In Italia, secondo i dati forniti dall’ISTAT per l’anno 2014 e per il 2015, il 52,7% della popolazione straniera residente è rappresentato da donne. Tra le nazionalità più numerose, la percentuale delle donne si attesta al 57% del totale tra i cittadini romeni, al 48,1% tra quelli albanesi, al 45,9% tra i marocchini, al 79% tra gli ucraini, al 49% tra i cinesi, al 66,1% tra i moldavi e al 73,3% tra i polacchi. Vi sono poi quelle comunità nazionali immigrate di dimensione più ridotte, ma in cui è preponderante la presenza femminile (superiore all’80%), come nel caso dei provenienti dalla Bielorussia (81%), Federazione Russa (81,7%), Uzbekistan (83,4%), Indonesia (82,5%), Kazakistan (83,3%), Repubblica Ceca (83,4%), Lettonia (85,1%), Estonia (85,2%) e Thailandia (90%). Le due principali motivazioni che inducono le donne a emigrare in Italia sono la ricerca di un lavoro e il ricongiungimento familiare, aumentato successivamente alla riduzione degli ingressi di cittadini non comunitari per ragioni di lavoro.
Le straniere sono impiegate nei servizi (957 mila), in particolare nei servizi alla persona, quindi badanti, assistenti domestiche ecc. (769 mila), ma anche nel commercio e nel settore ristorativo-alberghiero (187 mila), nell’industria (89 mila), nell’agricoltura e nella pesca con 31 mila addette.
In questo modo, le lavoratrici immigrate suppliscono alle esigenze delle famiglie italiane che subiscono le mancanze dovute ai continui attacchi alle conquiste perpetrati negli anni da governi e padroni e che hanno colpito sempre più pesantemente i settori dell’assistenza agli anziani e ai disabili. L’Italia risulta lo Stato Ocse con la più alta percentuale di attività assistenziale informale agli anziani (ovvero non gestita dall’assistenza pubblica), sia per ciò che concerne i servizi pubblici per l’assistenza a lungo termine, sia per quanto riguarda l’assistenza presso il domicilio.
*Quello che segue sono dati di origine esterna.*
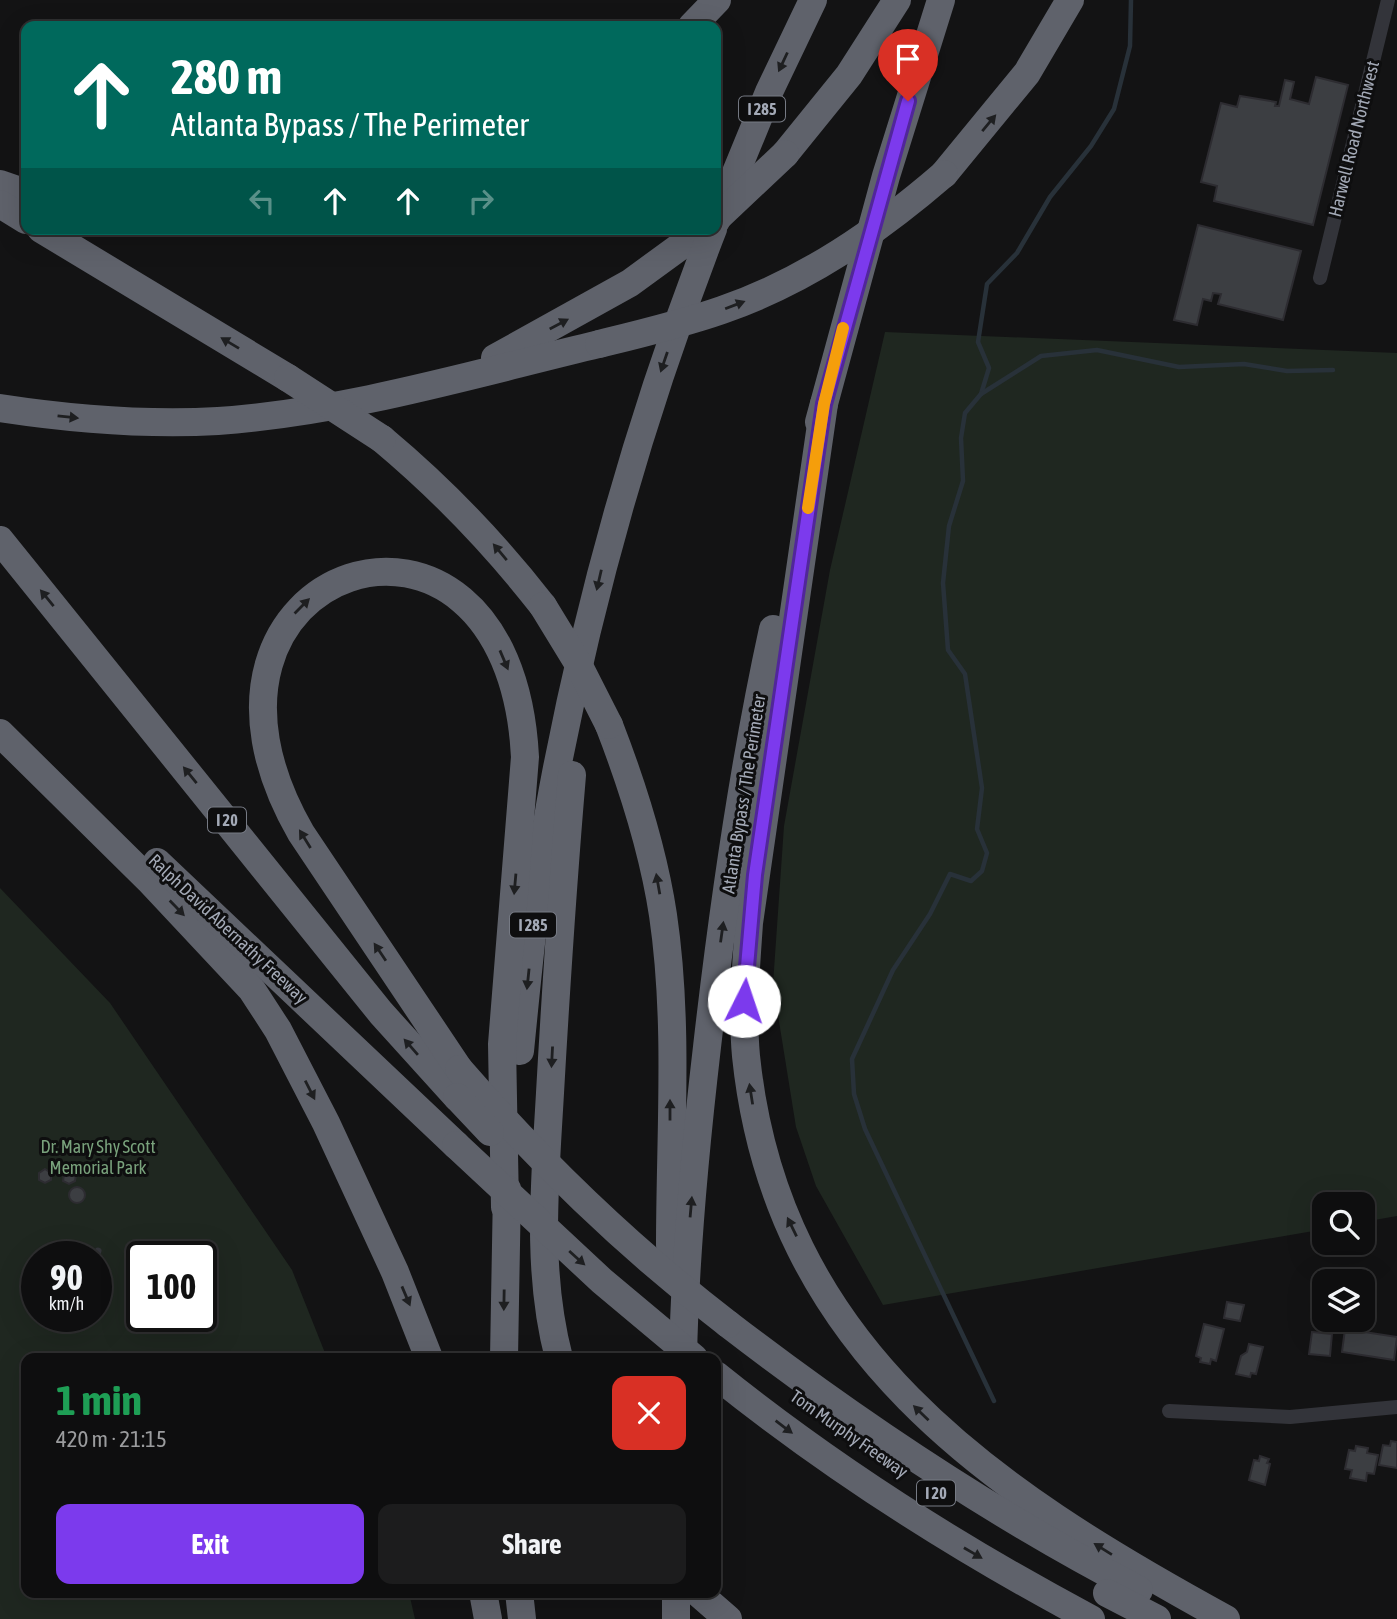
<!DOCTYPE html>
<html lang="en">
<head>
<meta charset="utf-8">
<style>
	body { margin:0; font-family:"Asap Condensed",sans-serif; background:#1c1c1d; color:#f1f3f6; height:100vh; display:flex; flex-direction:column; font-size:26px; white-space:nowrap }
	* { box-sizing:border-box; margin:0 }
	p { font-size:23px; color:#9b9c9e }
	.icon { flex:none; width:38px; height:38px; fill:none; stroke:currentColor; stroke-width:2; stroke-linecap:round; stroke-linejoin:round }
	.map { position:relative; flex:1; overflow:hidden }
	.side { position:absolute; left:21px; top:1353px; width:700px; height:245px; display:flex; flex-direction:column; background:#0e0e0f; border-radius:14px; box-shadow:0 7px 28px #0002,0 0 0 2px #2e2e2f }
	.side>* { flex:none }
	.banner { position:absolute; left:21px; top:21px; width:700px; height:214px; border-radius:14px; box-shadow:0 7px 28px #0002,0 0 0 2px #2e2e2f; background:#00695c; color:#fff; overflow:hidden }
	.fabs { position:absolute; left:1312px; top:1192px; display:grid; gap:14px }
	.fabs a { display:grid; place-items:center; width:63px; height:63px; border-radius:14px; background:#0e0e0f; box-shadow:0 7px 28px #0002,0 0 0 2px #2e2e2f; font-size:35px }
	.speed { position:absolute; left:21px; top:1241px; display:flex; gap:14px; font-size:35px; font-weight:700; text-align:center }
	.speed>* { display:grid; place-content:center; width:91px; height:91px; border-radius:50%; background:#0e0e0f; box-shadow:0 7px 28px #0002,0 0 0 2px #2e2e2f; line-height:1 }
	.speed small { font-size:18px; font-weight:400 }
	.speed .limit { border:4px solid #111; border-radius:10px; background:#fff; color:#111 }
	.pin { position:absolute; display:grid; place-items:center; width:60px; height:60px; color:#fff; margin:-72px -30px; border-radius:50% 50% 50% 0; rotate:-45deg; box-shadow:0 0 7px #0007 }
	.pin .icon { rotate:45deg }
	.me { position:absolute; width:77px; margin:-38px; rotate:4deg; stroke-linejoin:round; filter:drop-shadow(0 0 5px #0008) }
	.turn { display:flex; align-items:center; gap:24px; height:147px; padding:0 35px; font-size:32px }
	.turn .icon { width:91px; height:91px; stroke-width:2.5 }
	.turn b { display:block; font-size:49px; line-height:60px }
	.lanes { display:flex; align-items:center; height:66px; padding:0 35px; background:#0003; justify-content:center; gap:35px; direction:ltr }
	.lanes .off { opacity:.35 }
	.round { display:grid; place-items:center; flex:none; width:74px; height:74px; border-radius:14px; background:#1c1c1d }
	.overview { display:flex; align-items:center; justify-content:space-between; height:119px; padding:0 35px }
	h1 { font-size:42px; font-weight:700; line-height:52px; color:#1e9e55 }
	.button { display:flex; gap:14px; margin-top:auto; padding:14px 35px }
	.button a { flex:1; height:80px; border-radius:14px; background:#7c3aed; color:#fff; font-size:28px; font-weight:700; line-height:80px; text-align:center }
	.button a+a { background:#1c1c1d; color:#f1f3f6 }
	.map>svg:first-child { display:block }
	.green { fill:#1f2720; fill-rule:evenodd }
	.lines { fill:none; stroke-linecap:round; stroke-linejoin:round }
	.stream { stroke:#283139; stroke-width:4.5 }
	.building { fill:#3c3e42; stroke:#2d2c31; stroke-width:2 }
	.lane { stroke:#33343a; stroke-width:7 }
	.street { stroke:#33343a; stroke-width:14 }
	.highway { stroke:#5f626b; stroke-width:28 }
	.highway-bridge { stroke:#5f626b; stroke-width:28 }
	.oneway { fill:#1e1f21 }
	.route-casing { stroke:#51269a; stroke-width:18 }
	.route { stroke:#7c3aed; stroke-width:12 }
	.slow { stroke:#f59e0b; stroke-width:12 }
	.labels { text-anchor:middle; stroke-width:6; stroke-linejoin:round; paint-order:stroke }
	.shield { fill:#0e0e0f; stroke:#767a84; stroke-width:2 }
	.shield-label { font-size:16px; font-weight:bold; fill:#a3a9b6 }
	.street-label { font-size:18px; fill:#a3a9b6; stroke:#0e0e0f }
	.park-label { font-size:18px; fill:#79a27c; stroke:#0e0e0f }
</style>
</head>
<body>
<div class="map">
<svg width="1397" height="1619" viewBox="0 0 1397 1619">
	<rect width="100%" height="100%" fill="#131314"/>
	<g class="green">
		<polygon points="885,332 1397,353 1397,1216 1363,1222 1363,1204 1325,1204 1325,1229 883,1305 816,1186 796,1127 773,984 784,826 830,570"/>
		<path d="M0 888 110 1003 292 1270 327 1358H26V1592L409 1593 415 1619H0ZM37 1256H96V1316H37ZM142 1256H201V1316H142Z"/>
	</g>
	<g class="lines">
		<g class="stream">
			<polyline points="981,394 989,368 978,342 987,284 1017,253 1050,197 1091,146 1114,109 1130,46 1131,0"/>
			<polyline points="994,1401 865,1129 854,1094 852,1059 893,970 930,914 950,874 971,881 982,871 987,853 977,829 982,788 965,674 948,650 943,583 949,526 963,481 961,438 965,413 981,394 1041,356 1097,350 1179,367 1244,364 1287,371 1333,370"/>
		</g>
	</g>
	<g class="building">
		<polygon points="1316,77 1348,85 1313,225 1214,201 1217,186 1201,182 1221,103 1237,107 1240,96 1276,102 1275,106 1279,106 1285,80 1294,82 1290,99 1309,104"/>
		<polygon points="1198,225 1301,251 1283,320 1218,304 1221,294 1213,293 1211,301 1203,299 1197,325 1174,320"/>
		<polygon points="45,1169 51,1173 51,1180 45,1183 39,1180 39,1173"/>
		<polygon points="69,1171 76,1174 75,1181 69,1184 63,1181 64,1174"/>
		<circle cx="77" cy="1195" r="8"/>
		<circle cx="1351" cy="1277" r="5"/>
		<polygon points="1227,1302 1244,1305 1240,1321 1224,1318"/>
		<polygon points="1204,1324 1224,1329 1216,1361 1211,1359 1210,1364 1200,1362 1201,1358 1196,1356"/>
		<polygon points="1345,1329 1397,1337 1394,1360 1342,1352"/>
		<polygon points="1312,1332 1332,1334 1330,1356 1309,1354"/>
		<polygon points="1249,1344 1263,1347 1256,1374 1251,1373 1250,1377 1236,1374 1241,1356 1247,1352"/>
		<polygon points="1391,1441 1397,1442 1397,1468 1379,1465 1383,1445 1390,1446"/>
		<polygon points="1356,1446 1368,1448 1367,1453 1378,1455 1374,1474 1367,1473 1366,1481 1350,1478 1352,1470 1345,1469 1349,1450 1355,1451"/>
		<polygon points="1260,1456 1269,1459 1267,1463 1270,1464 1265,1485 1249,1480 1254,1460 1259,1461"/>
	</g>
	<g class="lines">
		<polyline class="lane" points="96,1256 98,1251"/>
		<g class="street">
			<polyline points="1320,278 1388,0"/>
			<polyline points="1169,1411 1290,1417 1397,1407"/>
		</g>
		<g class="highway">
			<polyline points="692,26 717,0"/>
			<polyline points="785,154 849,75 897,0"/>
			<polyline points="944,174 1027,73 1070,0"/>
			<polyline points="0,184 26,193"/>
			<polyline points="0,204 26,220"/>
			<polyline points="716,221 769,92 813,0"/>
			<polyline points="41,229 288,378"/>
			<polyline points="495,358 630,283 704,229"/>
			<path d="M824 404 749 923C746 968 742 1012 746 1056 776 1348 990 1490 1226 1619"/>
			<path d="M0 408C72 419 145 425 218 421 347 412 473 374 599 344"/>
			<polyline points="819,422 886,176 941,0"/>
			<path d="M382 439C443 490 494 543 543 606"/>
			<polyline points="0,540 381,1013 457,1097"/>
			<path d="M609 725C633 787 653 849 663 915 679 1023 670 1136 670 1245L675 1266"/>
			<polyline points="0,733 149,880 252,990 278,1030 326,1123 395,1272 429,1358"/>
			<polyline points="157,862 456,1145"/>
			<path d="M520 1051C529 959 538 865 556 773 592 587 644 406 713 229"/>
			<path d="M459 1069 301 833C147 566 509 445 525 757L502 1044 505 1207"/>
			<path d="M728 1324C858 1424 993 1514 1139 1590"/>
			<polyline points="504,1358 507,1189"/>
			<path d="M559 1358C536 1271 545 1182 550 1093 556 987 563 881 572 775"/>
			<path d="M683 1358C685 1254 695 1150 707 1047 723 907 743 766 773 629"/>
			<path d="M716 1375C833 1469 959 1549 1091 1619"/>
			<polyline points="483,1592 488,1619"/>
			<polyline points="519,1592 522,1619"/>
			<polyline points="697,1592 728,1619"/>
			<polyline points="1107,1593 1157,1619"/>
			<polyline points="676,1619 676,1592"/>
		</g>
		<g class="highway-bridge">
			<polyline points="716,219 785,154"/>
			<path d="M599 344C640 334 682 324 722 310 806 281 878 231 944 174"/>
			<polyline points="288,378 382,439"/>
			<polyline points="543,606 576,660 609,725"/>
			<path d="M459 1069C540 1162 630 1249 728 1324"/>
			<polyline points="457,1097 490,1132"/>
			<polyline points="456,1145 602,1281 694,1358"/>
		</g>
	</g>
	<defs><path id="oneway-solid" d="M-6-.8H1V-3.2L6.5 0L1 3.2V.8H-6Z" transform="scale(1.75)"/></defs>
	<g class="oneway">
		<use href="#oneway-solid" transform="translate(783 62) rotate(115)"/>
		<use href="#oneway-solid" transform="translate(989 123) rotate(-50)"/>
		<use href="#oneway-solid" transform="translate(735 305) rotate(-21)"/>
		<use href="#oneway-solid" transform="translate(559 324) rotate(-28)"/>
		<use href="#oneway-solid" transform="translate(230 343) rotate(-149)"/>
		<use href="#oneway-solid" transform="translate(664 362) rotate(109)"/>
		<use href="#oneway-solid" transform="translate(68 417) rotate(6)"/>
		<use href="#oneway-solid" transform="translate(500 552) rotate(-130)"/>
		<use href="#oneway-solid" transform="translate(599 580) rotate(103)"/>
		<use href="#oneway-solid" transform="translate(47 598) rotate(-129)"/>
		<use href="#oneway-solid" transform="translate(302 606) rotate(-45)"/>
		<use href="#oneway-solid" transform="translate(504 660) rotate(67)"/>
		<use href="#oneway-solid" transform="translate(190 775) rotate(-129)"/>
		<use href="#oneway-solid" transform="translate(305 839) rotate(-122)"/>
		<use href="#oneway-solid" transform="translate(515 884) rotate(95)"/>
		<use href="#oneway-solid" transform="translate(658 884) rotate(-100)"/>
		<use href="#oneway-solid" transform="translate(177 908) rotate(46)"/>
		<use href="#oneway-solid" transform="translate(722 932) rotate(-82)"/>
		<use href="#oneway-solid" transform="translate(380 952) rotate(-124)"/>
		<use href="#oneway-solid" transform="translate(528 979) rotate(96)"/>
		<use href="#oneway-solid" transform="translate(411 1047) rotate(-131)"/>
		<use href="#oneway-solid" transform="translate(552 1057) rotate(93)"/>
		<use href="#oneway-solid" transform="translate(310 1090) rotate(63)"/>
		<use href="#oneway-solid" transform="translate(751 1094) rotate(-99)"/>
		<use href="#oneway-solid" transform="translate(670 1110) rotate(-90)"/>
		<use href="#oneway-solid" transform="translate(691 1207) rotate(-85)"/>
		<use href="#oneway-solid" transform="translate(792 1227) rotate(-116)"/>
		<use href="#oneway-solid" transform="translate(577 1258) rotate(42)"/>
		<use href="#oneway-solid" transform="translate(406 1296) rotate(67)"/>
		<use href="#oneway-solid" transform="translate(504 1300) rotate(91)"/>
		<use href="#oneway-solid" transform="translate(921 1413) rotate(-136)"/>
		<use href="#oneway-solid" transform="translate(784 1427) rotate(37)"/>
		<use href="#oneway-solid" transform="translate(1103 1549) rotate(-148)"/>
		<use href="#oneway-solid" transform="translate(973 1553) rotate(30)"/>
	</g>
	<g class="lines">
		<defs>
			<polyline id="route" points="744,1001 755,875 824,404 908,101"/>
		</defs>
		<use href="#route" class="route-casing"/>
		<use href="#route" class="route"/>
		<polyline class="slow" points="808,508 824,404 843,328"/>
	</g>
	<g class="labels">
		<g class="shield">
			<rect x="739" y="96.5" width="46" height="25" rx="5"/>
			<rect x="208" y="807.5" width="38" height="25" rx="5"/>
			<rect x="510" y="912.5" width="46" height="25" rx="5"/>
			<rect x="917" y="1480.5" width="38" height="25" rx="5"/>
		</g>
		<g class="shield-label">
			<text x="762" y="115">I 285</text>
			<text x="227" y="826">I 20</text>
			<text x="533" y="931">I 285</text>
			<text x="936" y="1499">I 20</text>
		</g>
		<g class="street-label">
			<text transform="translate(1354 139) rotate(-76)" y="6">Harwell Road Northwest</text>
			<text transform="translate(744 794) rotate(-81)" y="6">Atlanta Bypass / The Perimeter</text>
			<text transform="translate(228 929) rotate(43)" y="6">Ralph David Abernathy Freeway</text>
			<text transform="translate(849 1434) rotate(35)" y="6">Tom Murphy Freeway</text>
		</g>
		<g class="park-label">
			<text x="98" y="1153">Dr. Mary Shy Scott<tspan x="98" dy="21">Memorial Park</tspan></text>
		</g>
	</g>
</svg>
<div class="fabs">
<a><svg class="icon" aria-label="search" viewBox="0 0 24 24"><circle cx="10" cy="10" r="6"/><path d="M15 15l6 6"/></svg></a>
<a><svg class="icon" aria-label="layers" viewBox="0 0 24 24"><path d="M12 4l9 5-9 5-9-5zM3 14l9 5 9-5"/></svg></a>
</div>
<div class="speed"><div>90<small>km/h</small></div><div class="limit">100</div></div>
<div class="pin" style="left:908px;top:101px;background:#d93025"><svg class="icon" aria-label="arrive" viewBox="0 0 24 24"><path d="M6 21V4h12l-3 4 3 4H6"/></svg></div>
<svg class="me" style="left:744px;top:1001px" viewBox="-20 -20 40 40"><circle r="19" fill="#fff"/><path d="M0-13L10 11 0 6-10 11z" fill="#7c3aed"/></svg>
<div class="banner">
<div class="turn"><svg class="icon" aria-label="ahead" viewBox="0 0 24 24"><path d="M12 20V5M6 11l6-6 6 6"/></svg><div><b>280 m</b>Atlanta Bypass / The Perimeter</div></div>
<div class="lanes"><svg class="icon off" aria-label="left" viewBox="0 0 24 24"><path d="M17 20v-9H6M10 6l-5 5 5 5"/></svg><svg class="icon" aria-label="ahead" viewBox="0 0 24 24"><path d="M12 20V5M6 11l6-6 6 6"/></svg><svg class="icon" aria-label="ahead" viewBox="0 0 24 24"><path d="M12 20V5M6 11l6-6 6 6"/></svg><svg class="icon off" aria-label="right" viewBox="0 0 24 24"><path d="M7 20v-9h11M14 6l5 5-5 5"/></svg></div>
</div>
<section class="side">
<div class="overview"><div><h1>1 min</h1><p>420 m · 21:15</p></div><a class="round" style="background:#d93025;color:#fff"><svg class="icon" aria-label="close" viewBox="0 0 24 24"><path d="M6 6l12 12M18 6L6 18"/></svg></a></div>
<div class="button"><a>Exit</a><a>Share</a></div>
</section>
</div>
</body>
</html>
Per le donne che richiedono asilo, va detto che la loro emigrazione non dipende solo dalla persistenza di guerre nei paesi d’origine, ma anche da specifiche pratiche di violenza contro le donne e patriarcale, come ad esempio gli stupri, le mutilazioni genitali e i matrimoni forzati.
In Italia, nel 2014, sono state presentate quasi 65 mila richieste di protezione internazionale e, per quanto concerne l’universo femminile, le comunità nazionali che si evidenziano per l’incidenza in base a questo genere sono quella eritrea (26,2%), quella nigeriana (25,4%) e quella somala (23,4%), mentre per le altre, la componente femminile resta inferiore al 6%.